How do you make your moral decisions? I’m not asking which things you think are good and which things you think are bad. I’m asking what factors do you consider, and what is the process by which you consider them, when you are trying to figure out what is right or wrong, good or bad?
The online comic Strong Female Protagonist stars a superhero like many others in a story unlike many others. For those who remember Concrete, SFP reminds me more of that book than any other super hero comic I know. Recently, the main character had to make some decisions that any real person would spend some time second guessing. She wondered if she made the right choices. She wondered if she could even be called a hero. And yet, she wasn’t certain that choosing anything else would have been any better. All this is good. All this is appropriate characterization. But these thoughts are thoughts that in other comics would have been dealt with, if at all, in a dramatic moment. Either the hero would mull ethics immediately after a battle while in the midst of unignorable devastation caused by the battle, or the ethics would be glossed over until the middle of the next big battle, when suddenly the hero would seize up and the drama wouldn’t be so much about the goodness of the character as the timing of the character breaking free of the paralysis.
But Strong Female Protagonist is not a typical super hero story. Our Hero ends up wrestling with these questions in the park, speaking to an old professor she ran into by happenstance. One of the themes you’ll see explored here on Pervert Justice will be meta-ethics: how do we make decisions about what is good and what is bad? The creators of SFP did an excellent job with the hero/professor conversation and so I thought I’d take the opportunity afforded by this story to begin a discussion on meta-ethics.
We’ll start just with this one story-page to get a glimpse of a number of major considerations one encounters when attempting to consciously craft a meta-ethics that works with one’s own values and perspectives and experiences. On this page, the hero’s old professor (black hair) is drawn coat-on to represent one side of an ethical debate while the professor is drawn coat-off to represent the other side of the same debate. Our Hero is drawn in the middle of this debate, focussed on listening:
This is one of the first questions we must solve in meta-ethics: will we consider results alone? Or will we consider other factors? Note that consequentialism and especially Utilitarianism (one instance of consequentialism) are not the only systems of ethical decision making that consider the results (or the ends) of an action. Deontology, which is made up of those ethical systems that prioritize following rules or adhering to duties, is frequently asserted to be a system of following rules instead of considering consequences. This, however, is a caricature. Not only are consequences considered at various points in deontic reasoning, but an appeal to consequences is frequently a justification for imposing duties in the first place.

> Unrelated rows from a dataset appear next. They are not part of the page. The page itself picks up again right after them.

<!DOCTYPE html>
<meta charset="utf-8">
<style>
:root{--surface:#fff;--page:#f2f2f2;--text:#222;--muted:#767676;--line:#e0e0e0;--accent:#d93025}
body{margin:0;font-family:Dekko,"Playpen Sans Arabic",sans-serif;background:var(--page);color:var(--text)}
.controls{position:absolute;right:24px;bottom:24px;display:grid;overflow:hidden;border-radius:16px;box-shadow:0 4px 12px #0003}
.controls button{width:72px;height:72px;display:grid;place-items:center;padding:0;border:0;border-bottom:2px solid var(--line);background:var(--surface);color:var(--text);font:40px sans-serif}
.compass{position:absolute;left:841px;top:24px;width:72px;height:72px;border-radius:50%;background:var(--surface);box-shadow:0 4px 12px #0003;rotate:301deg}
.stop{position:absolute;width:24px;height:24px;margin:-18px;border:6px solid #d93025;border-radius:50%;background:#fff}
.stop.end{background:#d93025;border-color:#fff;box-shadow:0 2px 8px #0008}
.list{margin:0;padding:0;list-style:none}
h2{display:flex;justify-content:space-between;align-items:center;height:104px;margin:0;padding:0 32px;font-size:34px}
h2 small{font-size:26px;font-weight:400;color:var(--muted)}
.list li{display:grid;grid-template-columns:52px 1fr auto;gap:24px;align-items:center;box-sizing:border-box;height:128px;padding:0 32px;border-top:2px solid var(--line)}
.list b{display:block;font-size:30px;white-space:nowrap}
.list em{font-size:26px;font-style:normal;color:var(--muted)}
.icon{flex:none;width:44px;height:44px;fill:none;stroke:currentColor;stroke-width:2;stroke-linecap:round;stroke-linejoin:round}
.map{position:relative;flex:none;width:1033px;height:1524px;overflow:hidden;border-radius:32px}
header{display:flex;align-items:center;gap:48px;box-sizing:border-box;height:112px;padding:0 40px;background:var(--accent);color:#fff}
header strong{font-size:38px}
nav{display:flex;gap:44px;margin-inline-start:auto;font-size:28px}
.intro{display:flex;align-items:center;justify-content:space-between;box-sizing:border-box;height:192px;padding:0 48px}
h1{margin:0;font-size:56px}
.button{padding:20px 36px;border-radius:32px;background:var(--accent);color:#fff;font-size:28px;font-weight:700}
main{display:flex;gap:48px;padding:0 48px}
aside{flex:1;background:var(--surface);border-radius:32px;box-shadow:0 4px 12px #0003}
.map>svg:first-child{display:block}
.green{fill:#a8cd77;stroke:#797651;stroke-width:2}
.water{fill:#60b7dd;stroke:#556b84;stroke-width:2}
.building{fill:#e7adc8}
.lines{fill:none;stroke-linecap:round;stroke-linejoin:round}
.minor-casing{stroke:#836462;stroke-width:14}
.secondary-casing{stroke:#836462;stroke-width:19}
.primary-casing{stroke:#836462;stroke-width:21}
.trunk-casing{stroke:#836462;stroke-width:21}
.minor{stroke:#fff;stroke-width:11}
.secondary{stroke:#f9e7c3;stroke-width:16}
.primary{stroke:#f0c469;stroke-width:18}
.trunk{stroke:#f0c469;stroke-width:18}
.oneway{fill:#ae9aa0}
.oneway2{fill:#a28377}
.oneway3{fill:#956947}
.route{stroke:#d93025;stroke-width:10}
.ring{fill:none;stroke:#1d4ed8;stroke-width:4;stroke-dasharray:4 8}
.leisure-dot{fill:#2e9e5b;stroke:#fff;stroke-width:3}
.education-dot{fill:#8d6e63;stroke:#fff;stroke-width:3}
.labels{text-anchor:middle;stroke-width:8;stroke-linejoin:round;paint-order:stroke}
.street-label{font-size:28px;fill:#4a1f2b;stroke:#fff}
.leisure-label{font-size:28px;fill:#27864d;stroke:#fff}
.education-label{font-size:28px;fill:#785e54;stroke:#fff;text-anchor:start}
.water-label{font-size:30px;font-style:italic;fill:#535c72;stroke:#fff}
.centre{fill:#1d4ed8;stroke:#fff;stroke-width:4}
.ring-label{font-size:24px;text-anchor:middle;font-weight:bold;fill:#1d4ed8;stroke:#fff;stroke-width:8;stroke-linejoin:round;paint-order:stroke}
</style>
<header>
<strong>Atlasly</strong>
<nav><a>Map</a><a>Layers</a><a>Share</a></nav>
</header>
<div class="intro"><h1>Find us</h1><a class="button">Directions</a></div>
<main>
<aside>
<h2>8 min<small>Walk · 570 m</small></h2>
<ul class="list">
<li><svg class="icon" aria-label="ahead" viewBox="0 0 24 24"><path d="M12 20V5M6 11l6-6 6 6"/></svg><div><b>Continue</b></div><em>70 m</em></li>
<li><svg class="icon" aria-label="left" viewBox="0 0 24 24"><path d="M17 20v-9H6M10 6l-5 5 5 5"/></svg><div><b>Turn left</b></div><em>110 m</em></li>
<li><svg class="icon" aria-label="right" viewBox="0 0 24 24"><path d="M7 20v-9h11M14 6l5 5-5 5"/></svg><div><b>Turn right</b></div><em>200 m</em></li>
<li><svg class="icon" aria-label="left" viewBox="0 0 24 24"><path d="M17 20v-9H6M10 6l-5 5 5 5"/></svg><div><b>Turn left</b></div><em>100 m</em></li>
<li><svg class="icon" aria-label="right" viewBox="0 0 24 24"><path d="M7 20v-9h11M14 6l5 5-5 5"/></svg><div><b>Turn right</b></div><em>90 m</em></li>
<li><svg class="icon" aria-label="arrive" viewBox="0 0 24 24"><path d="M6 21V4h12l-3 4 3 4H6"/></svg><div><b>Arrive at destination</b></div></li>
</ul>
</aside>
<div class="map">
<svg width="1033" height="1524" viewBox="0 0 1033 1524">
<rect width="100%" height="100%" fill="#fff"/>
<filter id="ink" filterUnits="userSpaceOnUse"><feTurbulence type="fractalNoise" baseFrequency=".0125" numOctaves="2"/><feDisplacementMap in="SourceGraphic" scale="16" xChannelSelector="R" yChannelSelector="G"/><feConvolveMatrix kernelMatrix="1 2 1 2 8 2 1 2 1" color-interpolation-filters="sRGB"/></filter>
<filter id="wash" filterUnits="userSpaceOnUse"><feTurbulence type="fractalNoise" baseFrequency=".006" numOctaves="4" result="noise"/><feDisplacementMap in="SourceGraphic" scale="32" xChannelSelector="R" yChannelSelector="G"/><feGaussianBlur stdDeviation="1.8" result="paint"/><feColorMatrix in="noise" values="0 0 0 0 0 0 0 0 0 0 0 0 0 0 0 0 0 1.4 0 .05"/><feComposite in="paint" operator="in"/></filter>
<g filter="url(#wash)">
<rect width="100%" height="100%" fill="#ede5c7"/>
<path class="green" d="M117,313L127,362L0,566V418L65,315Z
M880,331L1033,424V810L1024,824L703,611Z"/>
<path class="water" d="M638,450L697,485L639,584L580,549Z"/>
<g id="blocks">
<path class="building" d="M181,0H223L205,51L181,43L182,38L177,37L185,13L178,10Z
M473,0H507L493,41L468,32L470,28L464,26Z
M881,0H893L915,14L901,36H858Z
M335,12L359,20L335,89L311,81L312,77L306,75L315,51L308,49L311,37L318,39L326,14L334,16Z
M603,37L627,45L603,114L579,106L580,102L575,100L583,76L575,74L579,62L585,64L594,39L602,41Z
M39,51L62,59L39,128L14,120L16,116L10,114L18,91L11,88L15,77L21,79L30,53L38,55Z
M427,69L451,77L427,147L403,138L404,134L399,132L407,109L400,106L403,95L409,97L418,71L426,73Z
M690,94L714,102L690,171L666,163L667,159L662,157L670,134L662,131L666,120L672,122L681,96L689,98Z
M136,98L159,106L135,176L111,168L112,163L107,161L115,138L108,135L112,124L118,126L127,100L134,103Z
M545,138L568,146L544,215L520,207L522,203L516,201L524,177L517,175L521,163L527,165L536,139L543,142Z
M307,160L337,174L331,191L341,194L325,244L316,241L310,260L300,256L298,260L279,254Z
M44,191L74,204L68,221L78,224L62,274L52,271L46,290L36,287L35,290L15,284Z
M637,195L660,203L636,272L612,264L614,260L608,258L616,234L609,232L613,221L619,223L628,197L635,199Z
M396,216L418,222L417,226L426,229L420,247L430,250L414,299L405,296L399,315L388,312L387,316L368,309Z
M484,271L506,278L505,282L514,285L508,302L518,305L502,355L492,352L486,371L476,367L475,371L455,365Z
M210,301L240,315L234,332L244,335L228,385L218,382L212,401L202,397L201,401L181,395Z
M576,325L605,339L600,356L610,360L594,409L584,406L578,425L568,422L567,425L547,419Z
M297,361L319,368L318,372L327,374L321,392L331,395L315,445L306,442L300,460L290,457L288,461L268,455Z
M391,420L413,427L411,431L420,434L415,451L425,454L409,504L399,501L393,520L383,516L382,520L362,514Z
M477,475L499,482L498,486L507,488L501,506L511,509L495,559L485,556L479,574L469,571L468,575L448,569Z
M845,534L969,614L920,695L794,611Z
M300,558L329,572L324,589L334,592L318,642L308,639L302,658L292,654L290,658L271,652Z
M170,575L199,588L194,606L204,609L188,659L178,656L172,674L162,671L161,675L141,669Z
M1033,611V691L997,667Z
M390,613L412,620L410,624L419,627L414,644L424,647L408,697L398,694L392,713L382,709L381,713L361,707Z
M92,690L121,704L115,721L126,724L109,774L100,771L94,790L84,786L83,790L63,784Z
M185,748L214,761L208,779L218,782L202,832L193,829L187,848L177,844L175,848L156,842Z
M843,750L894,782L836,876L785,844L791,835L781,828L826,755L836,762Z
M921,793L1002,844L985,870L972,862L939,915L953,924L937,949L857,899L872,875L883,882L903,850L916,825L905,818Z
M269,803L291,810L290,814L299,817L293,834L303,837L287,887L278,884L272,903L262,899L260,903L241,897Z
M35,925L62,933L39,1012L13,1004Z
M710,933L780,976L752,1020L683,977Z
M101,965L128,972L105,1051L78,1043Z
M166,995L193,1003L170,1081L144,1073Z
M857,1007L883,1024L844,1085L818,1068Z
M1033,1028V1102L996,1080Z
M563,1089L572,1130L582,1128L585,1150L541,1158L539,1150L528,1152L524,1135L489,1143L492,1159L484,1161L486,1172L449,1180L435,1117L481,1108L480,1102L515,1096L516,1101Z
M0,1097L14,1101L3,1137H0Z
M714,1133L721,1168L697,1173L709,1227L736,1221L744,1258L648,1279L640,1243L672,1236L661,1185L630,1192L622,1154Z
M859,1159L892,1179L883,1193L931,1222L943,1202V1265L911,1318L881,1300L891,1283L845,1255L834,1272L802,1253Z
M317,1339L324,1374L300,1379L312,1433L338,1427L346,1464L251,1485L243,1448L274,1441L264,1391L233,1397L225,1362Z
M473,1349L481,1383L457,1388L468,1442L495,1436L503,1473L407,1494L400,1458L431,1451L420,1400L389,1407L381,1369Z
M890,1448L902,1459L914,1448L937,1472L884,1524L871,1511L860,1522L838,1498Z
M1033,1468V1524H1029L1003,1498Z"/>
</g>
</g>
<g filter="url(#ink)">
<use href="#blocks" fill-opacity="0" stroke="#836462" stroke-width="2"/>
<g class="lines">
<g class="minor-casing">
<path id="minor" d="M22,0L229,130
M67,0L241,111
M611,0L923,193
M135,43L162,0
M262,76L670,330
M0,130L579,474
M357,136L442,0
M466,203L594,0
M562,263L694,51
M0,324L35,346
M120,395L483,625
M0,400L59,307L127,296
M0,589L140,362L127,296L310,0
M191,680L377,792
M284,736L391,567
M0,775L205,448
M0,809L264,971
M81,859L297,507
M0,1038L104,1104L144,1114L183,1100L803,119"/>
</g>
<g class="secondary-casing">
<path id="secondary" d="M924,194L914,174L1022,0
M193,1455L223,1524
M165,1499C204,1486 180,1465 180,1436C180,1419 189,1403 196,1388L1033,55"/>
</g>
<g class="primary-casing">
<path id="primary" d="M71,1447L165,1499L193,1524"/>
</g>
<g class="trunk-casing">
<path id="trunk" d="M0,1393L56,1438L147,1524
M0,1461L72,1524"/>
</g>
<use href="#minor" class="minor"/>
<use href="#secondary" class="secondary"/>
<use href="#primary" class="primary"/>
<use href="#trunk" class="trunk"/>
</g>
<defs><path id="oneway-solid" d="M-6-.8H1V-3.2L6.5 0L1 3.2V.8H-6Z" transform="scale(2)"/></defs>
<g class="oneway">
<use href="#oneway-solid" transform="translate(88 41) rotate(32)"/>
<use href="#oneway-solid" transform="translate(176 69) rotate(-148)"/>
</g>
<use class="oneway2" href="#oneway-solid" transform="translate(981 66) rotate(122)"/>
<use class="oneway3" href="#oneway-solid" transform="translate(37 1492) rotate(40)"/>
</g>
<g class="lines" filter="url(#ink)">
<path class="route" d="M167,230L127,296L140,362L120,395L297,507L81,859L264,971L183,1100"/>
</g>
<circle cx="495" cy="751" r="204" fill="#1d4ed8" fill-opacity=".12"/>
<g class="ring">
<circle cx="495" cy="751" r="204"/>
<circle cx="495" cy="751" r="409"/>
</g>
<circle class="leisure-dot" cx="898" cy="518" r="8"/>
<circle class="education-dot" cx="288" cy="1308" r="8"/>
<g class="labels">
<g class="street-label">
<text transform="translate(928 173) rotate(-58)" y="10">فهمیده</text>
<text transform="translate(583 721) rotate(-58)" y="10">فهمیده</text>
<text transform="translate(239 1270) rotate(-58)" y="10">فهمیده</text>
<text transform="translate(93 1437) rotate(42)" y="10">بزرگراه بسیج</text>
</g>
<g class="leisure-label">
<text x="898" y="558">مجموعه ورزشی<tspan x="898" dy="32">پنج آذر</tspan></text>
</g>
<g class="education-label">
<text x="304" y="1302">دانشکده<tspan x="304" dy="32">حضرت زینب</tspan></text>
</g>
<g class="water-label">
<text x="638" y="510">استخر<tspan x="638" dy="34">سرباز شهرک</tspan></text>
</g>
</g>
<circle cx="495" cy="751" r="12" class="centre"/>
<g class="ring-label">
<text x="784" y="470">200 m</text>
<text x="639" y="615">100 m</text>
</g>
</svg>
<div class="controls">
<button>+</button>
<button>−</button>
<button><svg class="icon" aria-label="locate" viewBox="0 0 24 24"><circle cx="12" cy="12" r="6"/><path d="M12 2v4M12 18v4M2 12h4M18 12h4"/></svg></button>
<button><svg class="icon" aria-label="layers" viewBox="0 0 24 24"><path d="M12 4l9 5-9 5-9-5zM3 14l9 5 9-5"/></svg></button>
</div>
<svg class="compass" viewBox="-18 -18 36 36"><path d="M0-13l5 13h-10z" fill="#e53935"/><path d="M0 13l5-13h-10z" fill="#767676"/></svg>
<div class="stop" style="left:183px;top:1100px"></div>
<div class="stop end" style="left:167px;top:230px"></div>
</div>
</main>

How else would you describe the first argument on the page?
CoatOn: If the ends justify the means, then all is permitted! In the name of the Greater Good we may commit any atrocity we like.
CoatOn is arguing for considering factors other than results, but the argument is that if we fail to examine the means and not merely the results, then we will end up with bad results. This is a Deontic position, a position that ethics is best described as a set of duties and the relationship of individual decisions/actions to those duties. Yet it is not blind to consequences. Rather it asserts that we will get better consequences if we begin our ethical decision making already constrained by certain duties. These duties are different in different deontic systems. In some an important duty/value (often the most important duty/value) is obedience to some authority, typically a god. But not all deontic ethical systems are religious and not all religious ethical systems are deontic.
Consequentialism is typically seen in contrast to deontology. There are other ethical decision making systems to consider, but the most frequently debated today reside in one of these two camps. For now, it’s enough to distinguish deontology from consequentialism and to understand that deontologists don’t ignore consequences, but rather have a belief (sometimes presuppositional) that the best ethical decision making is a process that considers more than consequences alone.